To plot the profile of chlorophyll A for float ID
5903586, cycle = 001, the following code is used:
library(argoFloats)
raw <- readProfiles(system.file("extdata", "SD5903586_001.nc", package="argoFloats"))
adjusted <- useAdjusted(raw)
rawC <- unlist(raw[["chlorophyllA"]])
rawPressure <- unlist(raw[["pressure"]])
adjustedC <- unlist(adjusted[["chlorophyllA"]])
adjustedPressure <- unlist(adjusted[["pressure"]])
plot(rawC, rawPressure, ylim=rev(range(rawPressure, na.rm=TRUE)), pch=16, col="blue", xlab=expression("Raw Chlorophyll A (mg/m3)"), ylab="Pressure (dbar)")

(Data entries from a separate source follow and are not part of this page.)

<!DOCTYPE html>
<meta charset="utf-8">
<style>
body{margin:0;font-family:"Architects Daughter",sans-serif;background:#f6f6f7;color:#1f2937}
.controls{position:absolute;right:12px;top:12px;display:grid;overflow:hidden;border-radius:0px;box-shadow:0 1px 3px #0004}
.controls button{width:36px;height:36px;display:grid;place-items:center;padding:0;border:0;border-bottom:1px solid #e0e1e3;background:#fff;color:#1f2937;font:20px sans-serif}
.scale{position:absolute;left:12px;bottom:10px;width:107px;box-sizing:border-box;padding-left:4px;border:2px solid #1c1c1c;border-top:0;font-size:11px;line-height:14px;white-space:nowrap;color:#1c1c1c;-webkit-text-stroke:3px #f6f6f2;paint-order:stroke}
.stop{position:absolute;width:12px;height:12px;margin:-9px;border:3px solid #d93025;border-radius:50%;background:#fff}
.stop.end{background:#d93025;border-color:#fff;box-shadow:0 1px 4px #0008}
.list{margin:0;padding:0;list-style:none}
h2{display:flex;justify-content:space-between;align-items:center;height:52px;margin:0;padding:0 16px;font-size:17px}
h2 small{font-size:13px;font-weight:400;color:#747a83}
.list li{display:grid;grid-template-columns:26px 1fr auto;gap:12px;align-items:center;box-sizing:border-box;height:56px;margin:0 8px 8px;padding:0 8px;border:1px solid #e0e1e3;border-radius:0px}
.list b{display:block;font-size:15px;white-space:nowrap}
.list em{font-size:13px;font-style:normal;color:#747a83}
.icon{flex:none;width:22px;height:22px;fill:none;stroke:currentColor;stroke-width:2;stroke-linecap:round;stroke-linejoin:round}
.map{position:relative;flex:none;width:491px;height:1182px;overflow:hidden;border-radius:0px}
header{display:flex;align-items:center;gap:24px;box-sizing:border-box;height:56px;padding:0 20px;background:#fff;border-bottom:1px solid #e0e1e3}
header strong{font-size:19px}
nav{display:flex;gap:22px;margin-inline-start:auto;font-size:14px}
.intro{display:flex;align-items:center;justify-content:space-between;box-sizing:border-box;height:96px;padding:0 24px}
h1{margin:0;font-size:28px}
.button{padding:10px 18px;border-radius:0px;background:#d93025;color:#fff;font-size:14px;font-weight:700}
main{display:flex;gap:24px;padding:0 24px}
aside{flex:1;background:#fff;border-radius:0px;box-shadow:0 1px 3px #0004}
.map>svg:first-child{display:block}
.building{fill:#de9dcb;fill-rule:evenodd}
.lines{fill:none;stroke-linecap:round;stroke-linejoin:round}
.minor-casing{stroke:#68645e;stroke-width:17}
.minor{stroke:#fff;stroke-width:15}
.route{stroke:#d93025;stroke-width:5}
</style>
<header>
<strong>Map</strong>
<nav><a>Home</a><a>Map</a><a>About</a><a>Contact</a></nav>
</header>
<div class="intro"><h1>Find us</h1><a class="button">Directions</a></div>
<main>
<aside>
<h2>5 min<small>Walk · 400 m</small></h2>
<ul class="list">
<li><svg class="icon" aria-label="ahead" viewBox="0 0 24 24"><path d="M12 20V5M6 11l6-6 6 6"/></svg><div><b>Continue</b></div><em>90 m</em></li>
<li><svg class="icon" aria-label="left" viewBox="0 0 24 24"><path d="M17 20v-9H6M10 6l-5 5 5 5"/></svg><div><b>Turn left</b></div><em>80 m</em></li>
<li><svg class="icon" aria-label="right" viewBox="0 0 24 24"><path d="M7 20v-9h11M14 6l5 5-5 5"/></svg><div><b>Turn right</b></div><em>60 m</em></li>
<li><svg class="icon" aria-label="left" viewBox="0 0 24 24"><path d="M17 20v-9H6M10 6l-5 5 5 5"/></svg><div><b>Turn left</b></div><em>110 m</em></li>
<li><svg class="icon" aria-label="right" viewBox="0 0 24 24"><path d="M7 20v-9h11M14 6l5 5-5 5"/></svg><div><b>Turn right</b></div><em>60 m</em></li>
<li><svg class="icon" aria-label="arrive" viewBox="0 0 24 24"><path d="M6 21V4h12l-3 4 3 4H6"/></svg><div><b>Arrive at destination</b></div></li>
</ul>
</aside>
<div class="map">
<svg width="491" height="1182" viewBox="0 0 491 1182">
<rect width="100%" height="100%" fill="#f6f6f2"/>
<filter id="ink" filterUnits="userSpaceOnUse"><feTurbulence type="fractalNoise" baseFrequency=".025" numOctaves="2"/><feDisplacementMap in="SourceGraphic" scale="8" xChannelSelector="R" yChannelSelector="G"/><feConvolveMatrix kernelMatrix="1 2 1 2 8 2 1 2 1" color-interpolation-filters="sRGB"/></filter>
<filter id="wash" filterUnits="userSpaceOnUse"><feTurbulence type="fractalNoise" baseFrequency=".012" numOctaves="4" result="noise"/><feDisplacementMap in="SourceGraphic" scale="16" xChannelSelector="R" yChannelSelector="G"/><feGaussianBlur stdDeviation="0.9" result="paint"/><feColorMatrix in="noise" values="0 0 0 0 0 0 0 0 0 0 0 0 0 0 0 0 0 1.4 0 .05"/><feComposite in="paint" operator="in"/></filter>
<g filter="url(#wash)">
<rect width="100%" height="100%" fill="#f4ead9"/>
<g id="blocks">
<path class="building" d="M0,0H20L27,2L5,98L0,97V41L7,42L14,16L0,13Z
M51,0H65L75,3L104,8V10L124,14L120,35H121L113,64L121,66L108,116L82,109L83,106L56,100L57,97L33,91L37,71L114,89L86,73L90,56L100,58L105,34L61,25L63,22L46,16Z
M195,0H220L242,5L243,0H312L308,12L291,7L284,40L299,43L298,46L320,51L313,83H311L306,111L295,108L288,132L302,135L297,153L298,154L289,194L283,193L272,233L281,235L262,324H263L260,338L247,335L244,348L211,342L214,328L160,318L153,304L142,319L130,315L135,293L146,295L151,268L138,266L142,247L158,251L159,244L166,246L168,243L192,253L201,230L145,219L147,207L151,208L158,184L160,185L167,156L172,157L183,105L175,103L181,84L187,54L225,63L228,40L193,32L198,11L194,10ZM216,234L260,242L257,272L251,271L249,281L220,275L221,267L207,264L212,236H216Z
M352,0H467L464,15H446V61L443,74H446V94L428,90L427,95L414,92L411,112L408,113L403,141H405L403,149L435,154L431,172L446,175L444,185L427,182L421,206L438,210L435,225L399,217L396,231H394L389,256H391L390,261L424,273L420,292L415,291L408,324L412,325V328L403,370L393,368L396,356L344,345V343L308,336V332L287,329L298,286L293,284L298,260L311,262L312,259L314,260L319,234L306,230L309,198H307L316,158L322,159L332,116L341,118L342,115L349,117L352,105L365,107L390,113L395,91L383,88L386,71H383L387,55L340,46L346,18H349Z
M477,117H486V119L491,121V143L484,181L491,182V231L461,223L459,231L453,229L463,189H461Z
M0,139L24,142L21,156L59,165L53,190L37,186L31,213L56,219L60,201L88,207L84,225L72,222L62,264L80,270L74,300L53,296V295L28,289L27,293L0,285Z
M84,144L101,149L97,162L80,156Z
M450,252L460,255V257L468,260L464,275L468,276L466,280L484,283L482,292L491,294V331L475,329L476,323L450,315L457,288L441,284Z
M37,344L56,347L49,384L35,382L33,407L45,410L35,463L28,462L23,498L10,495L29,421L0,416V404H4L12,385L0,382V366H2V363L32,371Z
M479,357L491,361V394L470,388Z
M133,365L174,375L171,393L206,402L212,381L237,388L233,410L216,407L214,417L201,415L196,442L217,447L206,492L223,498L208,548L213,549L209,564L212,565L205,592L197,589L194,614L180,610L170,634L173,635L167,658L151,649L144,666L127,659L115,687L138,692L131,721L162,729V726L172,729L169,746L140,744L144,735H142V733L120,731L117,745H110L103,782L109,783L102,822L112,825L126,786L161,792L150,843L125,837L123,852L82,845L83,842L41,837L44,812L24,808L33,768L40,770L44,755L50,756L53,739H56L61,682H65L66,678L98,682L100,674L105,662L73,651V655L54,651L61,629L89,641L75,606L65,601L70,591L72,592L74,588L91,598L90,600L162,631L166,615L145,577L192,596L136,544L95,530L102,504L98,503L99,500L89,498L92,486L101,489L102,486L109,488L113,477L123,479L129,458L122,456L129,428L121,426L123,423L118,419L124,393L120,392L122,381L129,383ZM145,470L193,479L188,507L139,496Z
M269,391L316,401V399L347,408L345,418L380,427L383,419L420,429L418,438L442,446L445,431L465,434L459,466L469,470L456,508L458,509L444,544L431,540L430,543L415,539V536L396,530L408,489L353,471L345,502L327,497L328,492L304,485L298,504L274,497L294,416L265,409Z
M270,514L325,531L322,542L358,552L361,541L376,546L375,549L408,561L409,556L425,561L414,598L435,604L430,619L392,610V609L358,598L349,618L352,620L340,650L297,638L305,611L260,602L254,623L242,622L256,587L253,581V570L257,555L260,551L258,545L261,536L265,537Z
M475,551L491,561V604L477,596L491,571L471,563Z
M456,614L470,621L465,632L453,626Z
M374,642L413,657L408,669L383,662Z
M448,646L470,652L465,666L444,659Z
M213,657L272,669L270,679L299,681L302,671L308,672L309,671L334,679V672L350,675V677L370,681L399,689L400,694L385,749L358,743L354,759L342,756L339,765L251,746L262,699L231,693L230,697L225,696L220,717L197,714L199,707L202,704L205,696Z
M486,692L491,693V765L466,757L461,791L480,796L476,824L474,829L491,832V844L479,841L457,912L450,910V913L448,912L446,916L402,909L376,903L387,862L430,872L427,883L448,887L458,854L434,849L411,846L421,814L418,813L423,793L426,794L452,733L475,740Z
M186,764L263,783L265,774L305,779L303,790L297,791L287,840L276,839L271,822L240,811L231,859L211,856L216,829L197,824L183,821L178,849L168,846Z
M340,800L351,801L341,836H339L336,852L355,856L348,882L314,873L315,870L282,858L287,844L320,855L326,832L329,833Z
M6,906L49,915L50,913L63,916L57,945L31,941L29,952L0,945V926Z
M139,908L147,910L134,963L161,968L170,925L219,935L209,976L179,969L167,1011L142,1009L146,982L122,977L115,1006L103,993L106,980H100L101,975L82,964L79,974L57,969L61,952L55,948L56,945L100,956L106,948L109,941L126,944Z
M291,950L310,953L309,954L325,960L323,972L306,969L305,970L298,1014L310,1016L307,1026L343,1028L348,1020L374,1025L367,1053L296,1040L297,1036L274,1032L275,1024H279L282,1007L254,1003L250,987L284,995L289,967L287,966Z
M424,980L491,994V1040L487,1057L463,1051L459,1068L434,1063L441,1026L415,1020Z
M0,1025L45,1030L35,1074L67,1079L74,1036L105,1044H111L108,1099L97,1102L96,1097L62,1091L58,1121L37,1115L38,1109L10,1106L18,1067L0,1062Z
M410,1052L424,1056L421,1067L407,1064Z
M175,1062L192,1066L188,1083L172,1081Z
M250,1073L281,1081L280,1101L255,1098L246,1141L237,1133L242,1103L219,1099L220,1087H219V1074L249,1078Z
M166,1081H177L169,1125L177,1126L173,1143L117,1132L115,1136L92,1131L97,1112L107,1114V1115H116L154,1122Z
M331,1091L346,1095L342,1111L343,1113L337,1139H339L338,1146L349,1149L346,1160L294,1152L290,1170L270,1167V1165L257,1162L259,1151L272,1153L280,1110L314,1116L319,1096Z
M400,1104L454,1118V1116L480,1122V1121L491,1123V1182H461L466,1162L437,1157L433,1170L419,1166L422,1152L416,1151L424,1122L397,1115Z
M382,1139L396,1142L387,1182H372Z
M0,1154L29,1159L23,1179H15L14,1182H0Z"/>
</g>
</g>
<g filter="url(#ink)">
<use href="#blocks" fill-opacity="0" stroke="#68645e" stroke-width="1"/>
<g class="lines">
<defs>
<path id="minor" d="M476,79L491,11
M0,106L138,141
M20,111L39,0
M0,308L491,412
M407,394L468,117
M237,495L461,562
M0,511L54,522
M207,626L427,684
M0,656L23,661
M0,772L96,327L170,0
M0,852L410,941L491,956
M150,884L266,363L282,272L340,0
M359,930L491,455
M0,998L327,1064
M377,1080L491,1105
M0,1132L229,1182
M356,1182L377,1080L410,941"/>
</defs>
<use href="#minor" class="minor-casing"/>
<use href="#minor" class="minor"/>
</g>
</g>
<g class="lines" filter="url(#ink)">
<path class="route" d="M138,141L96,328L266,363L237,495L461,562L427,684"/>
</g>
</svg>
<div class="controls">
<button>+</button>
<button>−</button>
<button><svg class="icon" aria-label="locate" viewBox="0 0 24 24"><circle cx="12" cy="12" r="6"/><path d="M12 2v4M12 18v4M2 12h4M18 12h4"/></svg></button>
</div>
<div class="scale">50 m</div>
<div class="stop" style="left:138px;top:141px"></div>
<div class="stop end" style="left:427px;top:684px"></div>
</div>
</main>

points(adjustedC, adjustedPressure, ylim=rev(range(unlist(adjusted[["pressure"]]), na.rm=TRUE)), pch=16, col="red")
legend("bottomright", col=c("blue","red"), c("Raw", "Adjusted"), pch=c(16, 16))
Using basic R functions to determine if the raw and adjusted datasets
are significantly different is as follows:
plot(rawC, adjustedC,
xlab=expression("Raw Chlorophyll (mg/m3)"),
ylab=expression("Adjusted Chlorophyll (mg/m3)"))
abline(0, 1, lty=3)
model <- lm(adjustedC ~ rawC)
abline(model, col=2)
summary(model)
With the output being showing a p value of < 2.2e-16 indicating
that the datasets are statistically different.